PROBLEM DETAILS: Print exactly the lines below between the line holding "Annotation task. Summarize" and the line holding "Quick job: Parse", inclusive, and nothing more.

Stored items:
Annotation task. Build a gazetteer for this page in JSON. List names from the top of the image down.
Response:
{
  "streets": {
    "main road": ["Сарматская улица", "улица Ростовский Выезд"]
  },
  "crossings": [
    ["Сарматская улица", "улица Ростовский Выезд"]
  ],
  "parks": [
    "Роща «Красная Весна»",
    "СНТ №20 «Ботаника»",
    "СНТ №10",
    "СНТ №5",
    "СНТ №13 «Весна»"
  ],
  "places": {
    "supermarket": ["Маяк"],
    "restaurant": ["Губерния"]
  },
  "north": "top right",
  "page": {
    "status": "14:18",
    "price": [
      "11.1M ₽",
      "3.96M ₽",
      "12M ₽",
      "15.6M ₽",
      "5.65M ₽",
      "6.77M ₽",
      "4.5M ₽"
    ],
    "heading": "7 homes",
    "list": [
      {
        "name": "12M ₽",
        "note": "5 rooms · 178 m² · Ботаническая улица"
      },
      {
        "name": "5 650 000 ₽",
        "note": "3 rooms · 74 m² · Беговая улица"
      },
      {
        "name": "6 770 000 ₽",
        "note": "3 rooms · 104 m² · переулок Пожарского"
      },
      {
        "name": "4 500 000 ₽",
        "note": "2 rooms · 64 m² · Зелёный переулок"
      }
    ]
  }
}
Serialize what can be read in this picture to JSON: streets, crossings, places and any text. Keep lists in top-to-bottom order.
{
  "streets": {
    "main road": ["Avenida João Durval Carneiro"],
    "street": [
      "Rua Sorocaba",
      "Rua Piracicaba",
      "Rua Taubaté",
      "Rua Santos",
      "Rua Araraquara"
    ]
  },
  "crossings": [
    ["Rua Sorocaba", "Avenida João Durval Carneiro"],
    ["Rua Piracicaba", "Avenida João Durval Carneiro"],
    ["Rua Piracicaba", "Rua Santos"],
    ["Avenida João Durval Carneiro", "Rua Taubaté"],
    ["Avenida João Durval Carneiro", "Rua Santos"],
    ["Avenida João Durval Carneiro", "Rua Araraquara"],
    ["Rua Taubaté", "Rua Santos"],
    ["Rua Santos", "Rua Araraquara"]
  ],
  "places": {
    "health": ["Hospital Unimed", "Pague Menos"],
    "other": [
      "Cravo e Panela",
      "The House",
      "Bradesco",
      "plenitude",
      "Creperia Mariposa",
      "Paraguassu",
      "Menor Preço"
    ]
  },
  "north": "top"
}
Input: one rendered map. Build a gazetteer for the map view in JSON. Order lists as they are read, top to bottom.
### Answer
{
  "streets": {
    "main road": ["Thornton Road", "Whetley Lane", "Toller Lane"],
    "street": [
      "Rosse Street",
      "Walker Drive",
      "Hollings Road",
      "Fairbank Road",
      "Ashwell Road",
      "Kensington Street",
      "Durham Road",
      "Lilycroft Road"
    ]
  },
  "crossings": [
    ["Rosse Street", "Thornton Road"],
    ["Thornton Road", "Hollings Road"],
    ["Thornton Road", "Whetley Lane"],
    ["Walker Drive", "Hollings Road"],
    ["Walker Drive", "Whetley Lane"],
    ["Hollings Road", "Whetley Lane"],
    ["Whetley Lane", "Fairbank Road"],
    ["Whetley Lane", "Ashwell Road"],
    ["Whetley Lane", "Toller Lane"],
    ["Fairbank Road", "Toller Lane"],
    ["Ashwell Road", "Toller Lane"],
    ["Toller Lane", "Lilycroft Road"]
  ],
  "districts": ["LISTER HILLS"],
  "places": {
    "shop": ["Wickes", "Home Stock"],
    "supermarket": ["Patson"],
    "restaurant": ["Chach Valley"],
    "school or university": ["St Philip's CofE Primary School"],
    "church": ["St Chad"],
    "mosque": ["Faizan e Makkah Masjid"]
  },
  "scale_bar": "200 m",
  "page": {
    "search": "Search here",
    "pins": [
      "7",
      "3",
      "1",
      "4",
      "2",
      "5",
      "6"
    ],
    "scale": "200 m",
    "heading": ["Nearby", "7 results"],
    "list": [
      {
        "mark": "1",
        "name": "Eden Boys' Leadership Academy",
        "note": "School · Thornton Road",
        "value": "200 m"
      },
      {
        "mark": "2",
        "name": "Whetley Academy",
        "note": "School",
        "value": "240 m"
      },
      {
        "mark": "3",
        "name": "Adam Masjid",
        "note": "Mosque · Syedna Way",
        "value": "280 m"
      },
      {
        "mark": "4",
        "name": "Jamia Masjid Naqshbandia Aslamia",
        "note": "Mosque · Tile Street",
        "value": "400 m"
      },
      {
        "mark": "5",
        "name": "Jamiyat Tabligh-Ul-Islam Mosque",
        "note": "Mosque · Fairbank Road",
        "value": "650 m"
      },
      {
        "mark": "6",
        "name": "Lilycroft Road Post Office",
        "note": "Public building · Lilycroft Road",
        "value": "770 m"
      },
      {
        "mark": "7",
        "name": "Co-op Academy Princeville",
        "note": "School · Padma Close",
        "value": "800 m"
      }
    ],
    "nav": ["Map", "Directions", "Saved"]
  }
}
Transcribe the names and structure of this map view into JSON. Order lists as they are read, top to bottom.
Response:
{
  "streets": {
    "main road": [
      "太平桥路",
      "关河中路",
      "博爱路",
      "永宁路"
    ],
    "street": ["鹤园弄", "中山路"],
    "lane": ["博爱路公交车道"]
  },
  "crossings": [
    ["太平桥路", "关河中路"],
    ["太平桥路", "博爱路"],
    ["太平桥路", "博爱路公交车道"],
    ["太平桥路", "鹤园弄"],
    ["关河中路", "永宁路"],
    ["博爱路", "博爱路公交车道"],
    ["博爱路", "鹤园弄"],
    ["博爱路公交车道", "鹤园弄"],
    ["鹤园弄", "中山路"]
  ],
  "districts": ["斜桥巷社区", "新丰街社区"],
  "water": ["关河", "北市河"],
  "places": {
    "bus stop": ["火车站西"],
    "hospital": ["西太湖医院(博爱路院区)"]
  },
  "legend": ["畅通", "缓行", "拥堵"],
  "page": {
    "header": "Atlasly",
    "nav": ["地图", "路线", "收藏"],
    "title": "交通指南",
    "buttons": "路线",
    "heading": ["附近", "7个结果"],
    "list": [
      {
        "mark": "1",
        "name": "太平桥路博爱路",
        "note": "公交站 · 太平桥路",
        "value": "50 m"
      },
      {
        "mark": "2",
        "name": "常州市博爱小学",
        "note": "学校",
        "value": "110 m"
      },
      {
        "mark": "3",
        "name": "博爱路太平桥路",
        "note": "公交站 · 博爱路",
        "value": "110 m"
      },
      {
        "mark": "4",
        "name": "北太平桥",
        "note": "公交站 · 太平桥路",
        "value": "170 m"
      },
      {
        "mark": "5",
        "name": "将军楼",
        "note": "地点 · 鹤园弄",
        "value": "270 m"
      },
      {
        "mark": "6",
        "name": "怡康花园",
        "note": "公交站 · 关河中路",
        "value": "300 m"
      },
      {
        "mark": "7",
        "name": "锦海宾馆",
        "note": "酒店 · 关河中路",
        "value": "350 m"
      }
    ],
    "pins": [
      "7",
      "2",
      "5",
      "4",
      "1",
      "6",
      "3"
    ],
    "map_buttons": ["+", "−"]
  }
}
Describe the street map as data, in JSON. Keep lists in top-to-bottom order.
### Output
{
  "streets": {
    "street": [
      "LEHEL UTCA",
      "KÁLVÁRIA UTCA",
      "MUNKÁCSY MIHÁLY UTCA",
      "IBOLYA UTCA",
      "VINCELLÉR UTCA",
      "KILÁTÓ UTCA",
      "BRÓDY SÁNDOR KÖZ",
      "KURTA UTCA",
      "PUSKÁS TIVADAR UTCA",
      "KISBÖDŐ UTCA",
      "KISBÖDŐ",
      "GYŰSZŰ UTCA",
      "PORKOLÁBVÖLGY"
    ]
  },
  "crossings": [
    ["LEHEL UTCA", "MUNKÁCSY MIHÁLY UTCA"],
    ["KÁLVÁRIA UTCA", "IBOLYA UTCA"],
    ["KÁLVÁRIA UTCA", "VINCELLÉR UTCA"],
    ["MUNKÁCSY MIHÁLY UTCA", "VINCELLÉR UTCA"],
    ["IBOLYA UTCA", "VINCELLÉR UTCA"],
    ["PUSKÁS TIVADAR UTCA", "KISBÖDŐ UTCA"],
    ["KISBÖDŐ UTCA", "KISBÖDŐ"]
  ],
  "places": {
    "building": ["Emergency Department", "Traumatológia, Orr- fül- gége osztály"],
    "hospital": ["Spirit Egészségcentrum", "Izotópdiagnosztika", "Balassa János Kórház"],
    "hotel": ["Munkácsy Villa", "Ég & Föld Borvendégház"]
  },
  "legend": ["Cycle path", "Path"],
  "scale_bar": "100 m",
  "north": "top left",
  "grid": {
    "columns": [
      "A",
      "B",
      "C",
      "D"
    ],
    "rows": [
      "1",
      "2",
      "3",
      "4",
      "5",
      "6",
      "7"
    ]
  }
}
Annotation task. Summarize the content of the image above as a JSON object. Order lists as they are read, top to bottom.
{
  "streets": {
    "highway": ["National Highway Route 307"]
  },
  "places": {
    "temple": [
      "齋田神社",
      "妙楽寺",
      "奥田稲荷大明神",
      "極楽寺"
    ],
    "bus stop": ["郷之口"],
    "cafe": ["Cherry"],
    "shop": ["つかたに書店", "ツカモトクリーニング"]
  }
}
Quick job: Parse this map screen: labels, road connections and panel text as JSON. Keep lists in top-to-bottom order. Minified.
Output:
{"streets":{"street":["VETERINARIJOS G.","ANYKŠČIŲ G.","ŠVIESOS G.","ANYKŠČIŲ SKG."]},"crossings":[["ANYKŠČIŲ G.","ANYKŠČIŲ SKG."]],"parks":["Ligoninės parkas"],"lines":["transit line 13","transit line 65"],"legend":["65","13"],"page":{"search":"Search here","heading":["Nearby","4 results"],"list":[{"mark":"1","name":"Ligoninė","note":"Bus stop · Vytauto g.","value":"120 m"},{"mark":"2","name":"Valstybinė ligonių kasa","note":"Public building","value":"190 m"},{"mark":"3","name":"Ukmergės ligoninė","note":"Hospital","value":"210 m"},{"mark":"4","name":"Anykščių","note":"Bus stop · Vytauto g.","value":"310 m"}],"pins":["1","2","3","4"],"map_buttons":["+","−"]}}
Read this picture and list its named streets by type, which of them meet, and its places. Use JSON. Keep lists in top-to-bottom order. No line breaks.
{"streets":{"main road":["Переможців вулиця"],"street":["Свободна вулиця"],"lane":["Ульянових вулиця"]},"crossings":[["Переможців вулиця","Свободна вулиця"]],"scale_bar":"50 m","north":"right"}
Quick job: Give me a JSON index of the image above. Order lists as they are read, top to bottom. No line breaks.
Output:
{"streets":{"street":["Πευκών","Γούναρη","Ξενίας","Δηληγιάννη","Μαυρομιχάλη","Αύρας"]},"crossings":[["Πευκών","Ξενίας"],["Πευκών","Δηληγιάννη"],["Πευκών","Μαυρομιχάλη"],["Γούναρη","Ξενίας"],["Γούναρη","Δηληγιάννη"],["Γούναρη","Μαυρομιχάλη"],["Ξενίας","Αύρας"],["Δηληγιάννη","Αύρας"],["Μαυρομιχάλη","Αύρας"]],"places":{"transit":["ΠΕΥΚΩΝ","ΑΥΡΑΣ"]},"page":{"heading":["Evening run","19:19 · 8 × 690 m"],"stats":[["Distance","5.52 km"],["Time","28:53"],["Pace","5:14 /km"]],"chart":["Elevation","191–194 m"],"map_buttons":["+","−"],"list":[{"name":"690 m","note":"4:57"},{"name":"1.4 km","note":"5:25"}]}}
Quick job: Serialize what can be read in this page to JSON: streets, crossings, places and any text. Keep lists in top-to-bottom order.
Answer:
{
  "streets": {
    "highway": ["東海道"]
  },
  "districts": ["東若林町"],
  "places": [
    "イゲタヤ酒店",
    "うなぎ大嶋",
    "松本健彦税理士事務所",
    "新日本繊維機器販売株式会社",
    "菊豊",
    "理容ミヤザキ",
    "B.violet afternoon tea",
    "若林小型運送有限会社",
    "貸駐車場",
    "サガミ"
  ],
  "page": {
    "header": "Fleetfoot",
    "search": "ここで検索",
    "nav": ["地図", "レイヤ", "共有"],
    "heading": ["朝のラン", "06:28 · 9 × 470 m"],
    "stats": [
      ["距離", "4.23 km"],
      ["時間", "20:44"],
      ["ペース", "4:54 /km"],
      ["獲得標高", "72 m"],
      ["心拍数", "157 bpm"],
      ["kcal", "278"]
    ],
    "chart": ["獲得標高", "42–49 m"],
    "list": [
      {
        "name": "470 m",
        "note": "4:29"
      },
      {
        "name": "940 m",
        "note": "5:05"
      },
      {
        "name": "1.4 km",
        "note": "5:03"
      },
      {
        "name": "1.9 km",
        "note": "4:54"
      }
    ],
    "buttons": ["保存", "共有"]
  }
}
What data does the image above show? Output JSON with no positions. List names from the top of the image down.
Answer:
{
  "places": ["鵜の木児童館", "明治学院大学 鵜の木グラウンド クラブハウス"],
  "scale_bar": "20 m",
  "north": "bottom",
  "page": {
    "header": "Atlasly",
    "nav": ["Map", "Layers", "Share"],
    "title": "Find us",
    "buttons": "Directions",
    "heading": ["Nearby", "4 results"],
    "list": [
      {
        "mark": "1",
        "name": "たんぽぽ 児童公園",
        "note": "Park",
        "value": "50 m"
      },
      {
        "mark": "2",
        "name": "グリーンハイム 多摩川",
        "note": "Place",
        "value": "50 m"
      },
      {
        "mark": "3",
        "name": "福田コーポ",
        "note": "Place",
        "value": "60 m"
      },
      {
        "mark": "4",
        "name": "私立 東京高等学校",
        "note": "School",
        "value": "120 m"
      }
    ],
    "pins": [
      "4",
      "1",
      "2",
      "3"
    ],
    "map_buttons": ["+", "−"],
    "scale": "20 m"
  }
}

ANSWER TO THE PROBLEM:
Annotation task. Summarize the content of the image above as a JSON object. Order lists as they are read, top to bottom.
{
  "streets": {
    "highway": ["National Highway Route 307"]
  },
  "places": {
    "temple": [
      "齋田神社",
      "妙楽寺",
      "奥田稲荷大明神",
      "極楽寺"
    ],
    "bus stop": ["郷之口"],
    "cafe": ["Cherry"],
    "shop": ["つかたに書店", "ツカモトクリーニング"]
  }
}
Quick job: Parse this map screen: labels, road connections and panel text as JSON. Keep lists in top-to-bottom order. Minified.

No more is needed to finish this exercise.